Prof. Dr. Nihat Öztoprak tarafından gerçekleştirilen Divan Sohbeti’nin konusu nükte üzerinde oldu. Tarihimizdeki şahsiyetlerin nasıl nükte yaptıklarını ve nüktenin bu zamana kadar geldiği noktayı ele aldı.
Prof. Dr. Nihat Öztoprak, sohbetine neden nükte kelimesinin kullanıldığını, nükte deyince ne anladığımız sorularına cevap vererek başladı. “Genç nesiller, nükteyi dillerinden kaldırıp bunun yerine ‘güldürü, espri, mizah’ kelimelerini kullanmaktadır. Ama mizah daha üst; nükteyi de içine alan ve daha geniş anlamları da ifade eden bir kelimedir. Şakayı, hicvi de içine alan geniş anlamlı bir sözdür mizah. Bazen nükte, hiciv yerine de kullanılıyor. Hâlbuki nükte ‘ince manalı söz’ demektir. Anlamı üzerinde düşünüldüğü zaman anlaşılandır. Hemen söylenir söylenmez anlaşılamayan ancak biraz kafa yorulduğu zaman anlaşılan bir sözdür ki; bu bazen bir kelime olur, bazen bir cümle olur. Birkaç nükte birlikte de olabilir. İçinde bir gizlilik, kapalılık, örtünme vardır. Eskiden nükte yerine ‘güldürme’ kelimesi de kullanılıyordu. Nüktede ise hem güldürme hem de düşündürme var. Diğerlerinde daha çok güldürme var. Nükte daha kapsamlıdır. Ayrıca nüktede güldürme ve düşündürmeyle birlikte, iğneleme vardır; dürtü, azarlama vardır. Ama bütün bunlarla birlikte nüktede karşı tarafı kırma yoktur, üzme yoktur. Karşı tarafı üzmeden varsa bir hatasını gösterme, onu kırmadan ona ders verme ya da onu güldürmedir nükte.

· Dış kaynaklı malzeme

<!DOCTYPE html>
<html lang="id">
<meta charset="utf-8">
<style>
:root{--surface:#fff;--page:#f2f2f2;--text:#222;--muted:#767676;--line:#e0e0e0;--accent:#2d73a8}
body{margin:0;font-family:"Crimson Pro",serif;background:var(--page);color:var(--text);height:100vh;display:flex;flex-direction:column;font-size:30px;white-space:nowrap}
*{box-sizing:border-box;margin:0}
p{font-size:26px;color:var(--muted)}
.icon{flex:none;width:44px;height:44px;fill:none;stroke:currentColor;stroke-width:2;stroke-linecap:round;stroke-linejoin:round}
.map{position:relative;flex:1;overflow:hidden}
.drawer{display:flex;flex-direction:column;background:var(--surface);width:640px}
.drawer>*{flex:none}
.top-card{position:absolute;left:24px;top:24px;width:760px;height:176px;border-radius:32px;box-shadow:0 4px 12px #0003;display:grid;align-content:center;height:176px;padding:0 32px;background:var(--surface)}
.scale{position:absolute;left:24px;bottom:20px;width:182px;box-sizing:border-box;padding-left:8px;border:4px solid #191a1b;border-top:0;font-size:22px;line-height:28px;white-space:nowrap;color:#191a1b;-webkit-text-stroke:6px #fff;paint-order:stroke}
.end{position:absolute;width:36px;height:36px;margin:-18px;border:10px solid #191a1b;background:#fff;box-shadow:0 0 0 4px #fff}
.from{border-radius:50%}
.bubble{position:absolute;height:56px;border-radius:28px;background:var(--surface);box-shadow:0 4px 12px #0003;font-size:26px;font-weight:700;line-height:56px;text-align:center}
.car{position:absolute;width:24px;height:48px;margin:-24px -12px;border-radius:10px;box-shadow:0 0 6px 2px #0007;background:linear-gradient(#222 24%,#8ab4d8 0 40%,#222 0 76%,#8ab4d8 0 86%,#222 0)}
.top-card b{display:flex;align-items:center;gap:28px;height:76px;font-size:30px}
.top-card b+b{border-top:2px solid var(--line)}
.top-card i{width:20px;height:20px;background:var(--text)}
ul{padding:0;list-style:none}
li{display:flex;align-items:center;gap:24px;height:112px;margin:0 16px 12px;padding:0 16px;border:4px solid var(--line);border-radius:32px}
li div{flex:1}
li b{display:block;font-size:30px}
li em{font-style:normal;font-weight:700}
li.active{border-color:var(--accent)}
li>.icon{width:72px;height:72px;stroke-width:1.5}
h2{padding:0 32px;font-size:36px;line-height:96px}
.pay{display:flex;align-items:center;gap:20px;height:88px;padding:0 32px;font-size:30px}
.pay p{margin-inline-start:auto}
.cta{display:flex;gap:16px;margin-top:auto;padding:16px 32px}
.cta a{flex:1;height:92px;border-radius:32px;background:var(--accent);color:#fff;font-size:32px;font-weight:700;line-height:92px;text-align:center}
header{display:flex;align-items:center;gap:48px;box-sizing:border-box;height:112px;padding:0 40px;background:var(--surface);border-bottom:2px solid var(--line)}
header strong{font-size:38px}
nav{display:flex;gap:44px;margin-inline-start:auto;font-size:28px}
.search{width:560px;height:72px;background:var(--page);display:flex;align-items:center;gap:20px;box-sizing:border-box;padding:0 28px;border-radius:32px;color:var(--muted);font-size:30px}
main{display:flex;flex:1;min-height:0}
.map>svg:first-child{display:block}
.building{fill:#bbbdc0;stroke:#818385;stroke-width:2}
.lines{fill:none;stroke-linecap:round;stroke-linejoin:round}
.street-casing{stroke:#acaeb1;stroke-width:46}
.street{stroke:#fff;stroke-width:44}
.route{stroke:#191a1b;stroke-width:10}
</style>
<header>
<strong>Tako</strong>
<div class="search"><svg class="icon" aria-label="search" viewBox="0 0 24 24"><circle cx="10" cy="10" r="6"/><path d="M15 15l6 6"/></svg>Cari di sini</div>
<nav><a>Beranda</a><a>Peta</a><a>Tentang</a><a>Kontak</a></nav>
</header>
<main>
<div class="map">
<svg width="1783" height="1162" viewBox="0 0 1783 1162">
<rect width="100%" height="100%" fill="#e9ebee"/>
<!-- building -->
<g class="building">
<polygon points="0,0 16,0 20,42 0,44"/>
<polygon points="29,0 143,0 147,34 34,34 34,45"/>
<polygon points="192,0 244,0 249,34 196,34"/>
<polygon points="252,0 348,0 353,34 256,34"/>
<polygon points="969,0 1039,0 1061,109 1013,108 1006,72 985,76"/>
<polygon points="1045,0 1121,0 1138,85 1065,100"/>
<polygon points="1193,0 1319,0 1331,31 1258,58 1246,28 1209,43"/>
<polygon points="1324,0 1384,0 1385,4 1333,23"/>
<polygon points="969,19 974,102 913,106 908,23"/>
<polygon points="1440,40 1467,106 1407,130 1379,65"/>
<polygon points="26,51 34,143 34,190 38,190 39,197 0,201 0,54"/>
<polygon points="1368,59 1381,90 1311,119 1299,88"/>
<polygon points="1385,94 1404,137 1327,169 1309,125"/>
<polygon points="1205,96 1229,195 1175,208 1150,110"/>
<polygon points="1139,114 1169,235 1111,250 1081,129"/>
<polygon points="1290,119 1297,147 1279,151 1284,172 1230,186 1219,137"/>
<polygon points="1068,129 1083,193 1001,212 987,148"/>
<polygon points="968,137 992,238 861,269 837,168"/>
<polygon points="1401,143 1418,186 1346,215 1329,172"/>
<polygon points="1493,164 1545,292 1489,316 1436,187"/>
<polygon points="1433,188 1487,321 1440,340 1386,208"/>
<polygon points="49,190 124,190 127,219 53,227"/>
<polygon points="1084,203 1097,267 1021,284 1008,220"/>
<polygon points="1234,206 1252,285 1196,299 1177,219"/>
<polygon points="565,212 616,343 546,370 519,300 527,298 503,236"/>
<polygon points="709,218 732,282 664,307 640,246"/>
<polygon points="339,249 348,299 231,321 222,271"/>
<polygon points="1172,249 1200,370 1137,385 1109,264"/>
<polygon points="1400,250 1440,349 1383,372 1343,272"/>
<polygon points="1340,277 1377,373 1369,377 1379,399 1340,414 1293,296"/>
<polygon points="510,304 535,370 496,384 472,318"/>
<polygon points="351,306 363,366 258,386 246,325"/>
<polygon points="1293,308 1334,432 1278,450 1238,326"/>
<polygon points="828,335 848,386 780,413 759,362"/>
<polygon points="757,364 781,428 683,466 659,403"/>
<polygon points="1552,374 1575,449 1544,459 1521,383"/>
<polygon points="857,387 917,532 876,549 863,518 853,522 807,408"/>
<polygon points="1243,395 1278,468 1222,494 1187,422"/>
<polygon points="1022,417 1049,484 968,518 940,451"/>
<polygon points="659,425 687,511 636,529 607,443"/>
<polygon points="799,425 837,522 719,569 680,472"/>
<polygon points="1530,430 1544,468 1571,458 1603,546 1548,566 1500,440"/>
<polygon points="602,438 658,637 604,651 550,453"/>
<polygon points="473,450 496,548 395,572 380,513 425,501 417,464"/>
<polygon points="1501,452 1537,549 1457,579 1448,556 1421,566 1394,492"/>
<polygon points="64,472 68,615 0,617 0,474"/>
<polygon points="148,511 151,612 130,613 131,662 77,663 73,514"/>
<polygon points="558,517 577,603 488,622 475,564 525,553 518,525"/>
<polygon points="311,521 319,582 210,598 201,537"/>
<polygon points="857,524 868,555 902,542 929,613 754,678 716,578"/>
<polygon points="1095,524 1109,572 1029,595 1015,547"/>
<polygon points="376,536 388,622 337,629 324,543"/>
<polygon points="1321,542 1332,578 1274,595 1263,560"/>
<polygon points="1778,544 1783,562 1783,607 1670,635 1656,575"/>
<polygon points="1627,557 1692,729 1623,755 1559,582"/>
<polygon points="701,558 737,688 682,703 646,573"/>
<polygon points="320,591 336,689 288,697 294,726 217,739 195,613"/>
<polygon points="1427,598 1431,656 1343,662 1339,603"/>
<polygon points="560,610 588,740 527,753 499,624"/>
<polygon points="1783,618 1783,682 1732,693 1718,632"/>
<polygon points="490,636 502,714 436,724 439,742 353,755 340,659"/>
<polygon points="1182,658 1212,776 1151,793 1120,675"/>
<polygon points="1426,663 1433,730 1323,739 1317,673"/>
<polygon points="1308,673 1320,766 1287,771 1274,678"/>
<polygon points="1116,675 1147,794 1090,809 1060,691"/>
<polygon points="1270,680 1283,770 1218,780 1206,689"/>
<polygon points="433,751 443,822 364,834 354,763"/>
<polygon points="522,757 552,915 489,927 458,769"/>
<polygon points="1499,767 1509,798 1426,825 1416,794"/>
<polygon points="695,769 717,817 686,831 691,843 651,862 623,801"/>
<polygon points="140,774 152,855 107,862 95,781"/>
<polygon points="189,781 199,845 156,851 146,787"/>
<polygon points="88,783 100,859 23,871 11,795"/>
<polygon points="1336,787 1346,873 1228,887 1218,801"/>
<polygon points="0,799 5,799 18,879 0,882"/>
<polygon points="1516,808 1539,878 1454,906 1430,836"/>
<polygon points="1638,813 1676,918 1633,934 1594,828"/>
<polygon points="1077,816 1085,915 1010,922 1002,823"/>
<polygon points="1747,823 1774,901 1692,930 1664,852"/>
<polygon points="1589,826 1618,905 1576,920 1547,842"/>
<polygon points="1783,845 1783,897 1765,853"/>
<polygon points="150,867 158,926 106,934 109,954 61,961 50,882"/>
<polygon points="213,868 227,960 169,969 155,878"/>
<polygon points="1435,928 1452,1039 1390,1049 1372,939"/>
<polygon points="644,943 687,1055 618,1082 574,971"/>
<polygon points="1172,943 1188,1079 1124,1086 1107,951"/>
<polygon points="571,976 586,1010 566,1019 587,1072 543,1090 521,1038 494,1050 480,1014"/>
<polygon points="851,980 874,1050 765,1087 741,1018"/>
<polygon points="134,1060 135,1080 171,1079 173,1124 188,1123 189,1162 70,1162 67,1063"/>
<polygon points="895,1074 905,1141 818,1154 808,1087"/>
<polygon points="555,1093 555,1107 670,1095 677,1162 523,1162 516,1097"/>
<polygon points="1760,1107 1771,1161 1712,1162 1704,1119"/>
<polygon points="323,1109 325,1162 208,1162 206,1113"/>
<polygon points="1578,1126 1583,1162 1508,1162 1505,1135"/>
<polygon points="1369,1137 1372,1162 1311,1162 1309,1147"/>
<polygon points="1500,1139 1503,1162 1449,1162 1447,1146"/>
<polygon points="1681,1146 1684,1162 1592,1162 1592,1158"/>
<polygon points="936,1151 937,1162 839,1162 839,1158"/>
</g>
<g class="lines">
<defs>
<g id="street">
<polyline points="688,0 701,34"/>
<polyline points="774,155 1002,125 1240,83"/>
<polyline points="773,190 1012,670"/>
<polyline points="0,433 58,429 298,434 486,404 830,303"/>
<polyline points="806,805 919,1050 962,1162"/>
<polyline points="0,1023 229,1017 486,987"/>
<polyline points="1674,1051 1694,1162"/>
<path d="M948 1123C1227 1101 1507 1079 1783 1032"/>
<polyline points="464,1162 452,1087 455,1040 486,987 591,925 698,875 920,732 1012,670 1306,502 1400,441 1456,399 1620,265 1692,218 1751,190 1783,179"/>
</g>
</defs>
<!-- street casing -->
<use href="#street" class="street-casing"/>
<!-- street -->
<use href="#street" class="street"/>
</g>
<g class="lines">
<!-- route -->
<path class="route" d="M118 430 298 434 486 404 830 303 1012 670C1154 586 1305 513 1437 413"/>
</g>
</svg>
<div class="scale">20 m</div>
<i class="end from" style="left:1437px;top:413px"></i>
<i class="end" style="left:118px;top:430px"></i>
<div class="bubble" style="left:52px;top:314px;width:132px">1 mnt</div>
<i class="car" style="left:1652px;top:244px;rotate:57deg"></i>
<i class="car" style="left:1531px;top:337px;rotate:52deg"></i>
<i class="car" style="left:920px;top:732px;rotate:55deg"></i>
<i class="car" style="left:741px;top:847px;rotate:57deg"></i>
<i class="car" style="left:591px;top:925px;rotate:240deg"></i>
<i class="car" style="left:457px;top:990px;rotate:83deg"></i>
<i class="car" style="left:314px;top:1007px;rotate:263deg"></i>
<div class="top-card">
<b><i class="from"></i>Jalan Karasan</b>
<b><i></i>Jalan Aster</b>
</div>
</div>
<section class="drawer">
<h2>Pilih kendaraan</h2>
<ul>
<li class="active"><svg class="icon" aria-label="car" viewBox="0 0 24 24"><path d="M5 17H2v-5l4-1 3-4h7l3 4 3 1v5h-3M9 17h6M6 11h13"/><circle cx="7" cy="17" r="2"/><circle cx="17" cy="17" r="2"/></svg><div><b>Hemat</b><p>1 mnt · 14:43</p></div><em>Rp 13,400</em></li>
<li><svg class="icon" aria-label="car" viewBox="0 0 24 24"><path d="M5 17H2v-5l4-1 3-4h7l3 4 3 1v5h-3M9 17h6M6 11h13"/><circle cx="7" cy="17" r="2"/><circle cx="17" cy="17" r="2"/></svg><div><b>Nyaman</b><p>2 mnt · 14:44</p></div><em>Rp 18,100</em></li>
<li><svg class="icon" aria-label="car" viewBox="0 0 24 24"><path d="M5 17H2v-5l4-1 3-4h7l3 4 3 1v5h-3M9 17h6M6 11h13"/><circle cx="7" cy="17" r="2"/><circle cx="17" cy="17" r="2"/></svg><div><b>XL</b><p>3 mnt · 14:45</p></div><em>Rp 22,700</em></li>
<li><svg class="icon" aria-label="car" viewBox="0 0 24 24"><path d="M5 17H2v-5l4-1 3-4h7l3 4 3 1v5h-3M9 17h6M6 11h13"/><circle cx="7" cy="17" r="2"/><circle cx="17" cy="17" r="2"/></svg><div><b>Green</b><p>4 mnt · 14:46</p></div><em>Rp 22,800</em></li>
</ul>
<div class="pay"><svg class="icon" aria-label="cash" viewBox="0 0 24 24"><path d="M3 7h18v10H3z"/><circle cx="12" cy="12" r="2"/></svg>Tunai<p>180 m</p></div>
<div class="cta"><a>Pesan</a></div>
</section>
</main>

Bizim milletimizin yapısında da bu dediğimiz hasletler vardır. Yani insanları kırmadan hatalarını ifade etmek vardır. Araya kırgınlık sokmadan insanlara böyle sözlerle nükte yapmaktır esas olan. Bizim şaka anlayışımız da farklıdır. Bizim şakalarımızda, nüktelerde el kol hareketleri, işaretler kaba bulunmaktadır ve ikaz etmeye başlarız, yaptığın doğru bir şey değil, diye. Batı’da el kol hareketleri yapılır; itme kakma işaretlerle vs. şaka yapılır. Bizde de bunlar denendi ama tutmadı. Söze dayalı espriler tutmaya başladı. Bunun için Talk Show vb. şeyler hala devam ediyor. Çünkü daha çok sözlerden oluşmaktadır. Fiiller de mevcuttur elbette. Ama daha çok bir ya da iki odanın içerisinde gerçekleştirilmektedir, aynı bizim meddahlıkta olduğu gibi. Batılılarda renk cümbüşü hâkimdir her şeylerinde, birçok renk kullanmaktadırlar. Bizde ise öyle değildir. Bakınız camilerimize, sadelik hâkimdir. Bir dönem ince taş işlemeciliğini denemişiz ama tekrardan sadeliğe dönmüşüz. Bizim milletimiz kayda almamakta, bu bizim için eksiktir. Bir yazılsa ileride okunduğun da çok dikkat çekecek ve hoşa gidecek yazılar olacaktır. Öztoprak ‘Ama yazmıyoruz yazmayı sevmiyoruz’ diyerek yazılı olan birkaç nükte örneğini anlatarak sohbetini sonlandırdı.”